Greene reportedly posted about "extremely high amounts of COVID vaccine deaths" with unverified raw data from the Vaccine Adverse Event Reporting System, or VAERS. The system is a government database managed by the CDC and the FDA, but it relies on individuals to send in reports of their experience. VAERS' website states that it's "not designed to determine if a vaccine caused a health problem" and that "additional work and evaluation [of its data] is necessary to further assess a possible safety concern." Facebook started taking a tougher stance against misinformation about COVID-19 vaccines and vaccines in general in early 2021.

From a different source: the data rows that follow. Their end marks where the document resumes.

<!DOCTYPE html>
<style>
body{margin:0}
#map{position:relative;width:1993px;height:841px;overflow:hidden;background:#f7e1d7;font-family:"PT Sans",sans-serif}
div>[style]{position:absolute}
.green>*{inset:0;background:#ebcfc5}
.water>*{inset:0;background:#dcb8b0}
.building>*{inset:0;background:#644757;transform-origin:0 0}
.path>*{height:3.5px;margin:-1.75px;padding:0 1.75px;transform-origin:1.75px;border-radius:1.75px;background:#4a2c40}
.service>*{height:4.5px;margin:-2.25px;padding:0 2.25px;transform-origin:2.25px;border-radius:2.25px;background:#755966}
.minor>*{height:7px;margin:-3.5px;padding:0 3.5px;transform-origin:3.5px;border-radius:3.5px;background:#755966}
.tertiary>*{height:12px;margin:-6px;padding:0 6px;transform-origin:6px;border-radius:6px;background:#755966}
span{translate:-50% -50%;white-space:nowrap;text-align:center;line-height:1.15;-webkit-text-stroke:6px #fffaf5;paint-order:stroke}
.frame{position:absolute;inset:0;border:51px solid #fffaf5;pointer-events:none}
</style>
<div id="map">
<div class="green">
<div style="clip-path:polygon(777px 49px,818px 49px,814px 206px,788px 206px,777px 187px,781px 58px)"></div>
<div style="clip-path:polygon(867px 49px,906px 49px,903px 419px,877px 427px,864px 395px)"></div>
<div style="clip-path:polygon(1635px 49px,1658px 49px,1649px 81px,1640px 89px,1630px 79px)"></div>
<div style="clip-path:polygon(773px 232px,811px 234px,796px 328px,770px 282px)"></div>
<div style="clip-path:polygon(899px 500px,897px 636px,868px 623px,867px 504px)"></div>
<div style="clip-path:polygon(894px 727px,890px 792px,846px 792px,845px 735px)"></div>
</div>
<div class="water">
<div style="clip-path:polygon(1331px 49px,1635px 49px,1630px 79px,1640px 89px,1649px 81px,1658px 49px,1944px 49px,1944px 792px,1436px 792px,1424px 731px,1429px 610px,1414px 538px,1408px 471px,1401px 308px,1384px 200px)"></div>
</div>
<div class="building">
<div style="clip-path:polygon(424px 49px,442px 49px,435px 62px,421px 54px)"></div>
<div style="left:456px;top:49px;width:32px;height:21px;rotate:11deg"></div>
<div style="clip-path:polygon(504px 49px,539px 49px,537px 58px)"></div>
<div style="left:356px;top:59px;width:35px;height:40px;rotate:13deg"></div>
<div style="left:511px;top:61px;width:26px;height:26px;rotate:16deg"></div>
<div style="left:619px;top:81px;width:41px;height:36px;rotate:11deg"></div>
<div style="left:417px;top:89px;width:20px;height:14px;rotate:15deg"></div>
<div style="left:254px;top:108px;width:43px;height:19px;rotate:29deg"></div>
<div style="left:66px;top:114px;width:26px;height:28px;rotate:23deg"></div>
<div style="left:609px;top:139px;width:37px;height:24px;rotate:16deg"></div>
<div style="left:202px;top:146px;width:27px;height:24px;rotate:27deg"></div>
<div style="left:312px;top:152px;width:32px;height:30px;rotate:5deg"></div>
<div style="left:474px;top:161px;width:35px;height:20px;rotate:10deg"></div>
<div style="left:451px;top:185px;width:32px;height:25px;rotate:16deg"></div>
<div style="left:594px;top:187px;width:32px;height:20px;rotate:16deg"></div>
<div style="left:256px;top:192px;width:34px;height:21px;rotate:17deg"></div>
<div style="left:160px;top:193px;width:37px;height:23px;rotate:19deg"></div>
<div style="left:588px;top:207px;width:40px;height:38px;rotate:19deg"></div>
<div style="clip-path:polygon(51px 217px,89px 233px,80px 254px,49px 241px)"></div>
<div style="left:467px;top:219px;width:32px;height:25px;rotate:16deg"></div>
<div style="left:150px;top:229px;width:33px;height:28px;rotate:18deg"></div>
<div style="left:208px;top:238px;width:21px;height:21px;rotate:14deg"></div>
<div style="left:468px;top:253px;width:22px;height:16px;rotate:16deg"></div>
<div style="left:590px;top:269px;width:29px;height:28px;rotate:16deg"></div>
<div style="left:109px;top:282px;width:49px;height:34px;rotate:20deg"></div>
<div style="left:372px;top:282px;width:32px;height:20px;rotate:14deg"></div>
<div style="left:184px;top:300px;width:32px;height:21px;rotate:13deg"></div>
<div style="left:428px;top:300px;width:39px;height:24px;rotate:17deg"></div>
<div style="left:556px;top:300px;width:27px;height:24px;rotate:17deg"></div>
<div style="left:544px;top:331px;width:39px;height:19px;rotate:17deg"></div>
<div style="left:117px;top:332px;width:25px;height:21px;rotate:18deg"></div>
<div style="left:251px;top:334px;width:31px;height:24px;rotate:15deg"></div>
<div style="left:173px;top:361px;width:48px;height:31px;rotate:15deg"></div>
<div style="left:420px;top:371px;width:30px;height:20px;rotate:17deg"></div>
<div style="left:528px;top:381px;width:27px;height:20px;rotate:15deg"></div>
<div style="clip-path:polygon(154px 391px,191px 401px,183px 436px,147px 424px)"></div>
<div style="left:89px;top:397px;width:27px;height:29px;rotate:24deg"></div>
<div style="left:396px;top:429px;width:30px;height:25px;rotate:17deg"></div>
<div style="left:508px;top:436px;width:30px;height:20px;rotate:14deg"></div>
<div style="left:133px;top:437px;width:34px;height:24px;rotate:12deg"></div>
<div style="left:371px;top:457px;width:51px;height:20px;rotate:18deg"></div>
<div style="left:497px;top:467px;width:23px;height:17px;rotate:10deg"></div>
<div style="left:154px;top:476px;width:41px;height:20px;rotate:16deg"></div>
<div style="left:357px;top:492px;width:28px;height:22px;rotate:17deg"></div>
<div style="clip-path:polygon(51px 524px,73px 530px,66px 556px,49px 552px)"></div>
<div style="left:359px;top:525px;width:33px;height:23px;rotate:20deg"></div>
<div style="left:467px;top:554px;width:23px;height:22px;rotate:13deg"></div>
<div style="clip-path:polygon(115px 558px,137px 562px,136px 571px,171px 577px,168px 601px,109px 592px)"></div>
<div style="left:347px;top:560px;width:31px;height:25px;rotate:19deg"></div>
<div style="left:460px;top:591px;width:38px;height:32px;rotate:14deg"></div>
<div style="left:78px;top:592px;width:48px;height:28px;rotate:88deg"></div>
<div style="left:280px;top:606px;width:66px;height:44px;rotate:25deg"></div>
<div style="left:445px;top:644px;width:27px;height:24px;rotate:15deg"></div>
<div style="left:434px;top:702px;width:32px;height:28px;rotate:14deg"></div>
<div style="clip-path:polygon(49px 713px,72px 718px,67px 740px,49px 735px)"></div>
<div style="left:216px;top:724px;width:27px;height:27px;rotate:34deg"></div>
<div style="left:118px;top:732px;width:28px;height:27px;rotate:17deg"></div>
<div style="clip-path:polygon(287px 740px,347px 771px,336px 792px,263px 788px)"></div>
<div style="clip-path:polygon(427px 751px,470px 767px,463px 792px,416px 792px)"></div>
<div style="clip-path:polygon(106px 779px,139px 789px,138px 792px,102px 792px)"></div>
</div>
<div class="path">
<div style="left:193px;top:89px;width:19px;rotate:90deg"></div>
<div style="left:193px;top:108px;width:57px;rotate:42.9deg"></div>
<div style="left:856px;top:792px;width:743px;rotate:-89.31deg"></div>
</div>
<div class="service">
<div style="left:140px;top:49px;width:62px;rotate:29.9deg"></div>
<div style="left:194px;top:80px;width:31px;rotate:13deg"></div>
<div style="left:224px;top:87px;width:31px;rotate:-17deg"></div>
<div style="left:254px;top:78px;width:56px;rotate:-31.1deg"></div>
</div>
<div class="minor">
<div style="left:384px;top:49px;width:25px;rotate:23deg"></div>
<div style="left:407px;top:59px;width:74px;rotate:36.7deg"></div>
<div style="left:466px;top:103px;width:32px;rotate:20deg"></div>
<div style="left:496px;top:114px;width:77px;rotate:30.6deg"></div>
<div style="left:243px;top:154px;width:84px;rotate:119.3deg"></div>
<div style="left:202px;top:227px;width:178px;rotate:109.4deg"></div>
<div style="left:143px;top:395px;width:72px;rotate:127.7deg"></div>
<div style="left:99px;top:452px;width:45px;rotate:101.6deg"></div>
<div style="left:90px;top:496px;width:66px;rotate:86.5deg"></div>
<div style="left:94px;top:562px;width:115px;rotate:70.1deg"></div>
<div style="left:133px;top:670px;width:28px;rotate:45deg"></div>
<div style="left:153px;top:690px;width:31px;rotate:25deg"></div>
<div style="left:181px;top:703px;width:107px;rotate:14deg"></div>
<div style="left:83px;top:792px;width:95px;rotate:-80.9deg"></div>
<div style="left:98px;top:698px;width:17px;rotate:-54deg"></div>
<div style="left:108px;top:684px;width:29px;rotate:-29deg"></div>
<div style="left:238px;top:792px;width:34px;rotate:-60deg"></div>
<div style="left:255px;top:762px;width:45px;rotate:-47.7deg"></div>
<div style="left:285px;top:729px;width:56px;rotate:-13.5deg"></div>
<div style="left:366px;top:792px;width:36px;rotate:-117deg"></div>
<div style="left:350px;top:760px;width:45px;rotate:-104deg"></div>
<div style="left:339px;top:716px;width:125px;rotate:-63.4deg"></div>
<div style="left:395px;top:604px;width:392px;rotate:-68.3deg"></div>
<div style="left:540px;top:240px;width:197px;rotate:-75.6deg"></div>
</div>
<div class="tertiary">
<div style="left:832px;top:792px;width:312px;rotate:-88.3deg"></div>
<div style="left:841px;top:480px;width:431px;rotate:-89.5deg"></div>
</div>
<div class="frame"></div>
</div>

Greene is known for questioning the public health measures put into place to prevent the further spread of COVID-19. In addition to opposing vaccine mandates, she also famously refuses to wear a mask on the House floor and has racked up tens of thousands of dollars in fines. Talking about her Facebook suspension on Telegram and Gettr, Greene wrote:
"Facebook has joined Twitter in censoring me... Who appointed Twitter and Facebook to be the authorities of information and misinformation? When Big Tech decides what political speech of elected Members is accepted and what’s not then they are working against our government and against the interest of our people."
Conservative politicians have long complained about being censored by the biggest social media platforms. Back in October, former President Donald Trump announced that he's planning to launch his own social network this year as part of his camp's efforts to fight back against "the Big Tech companies of Silicon Valley, which have used their unilateral power to silence opposing voices in America."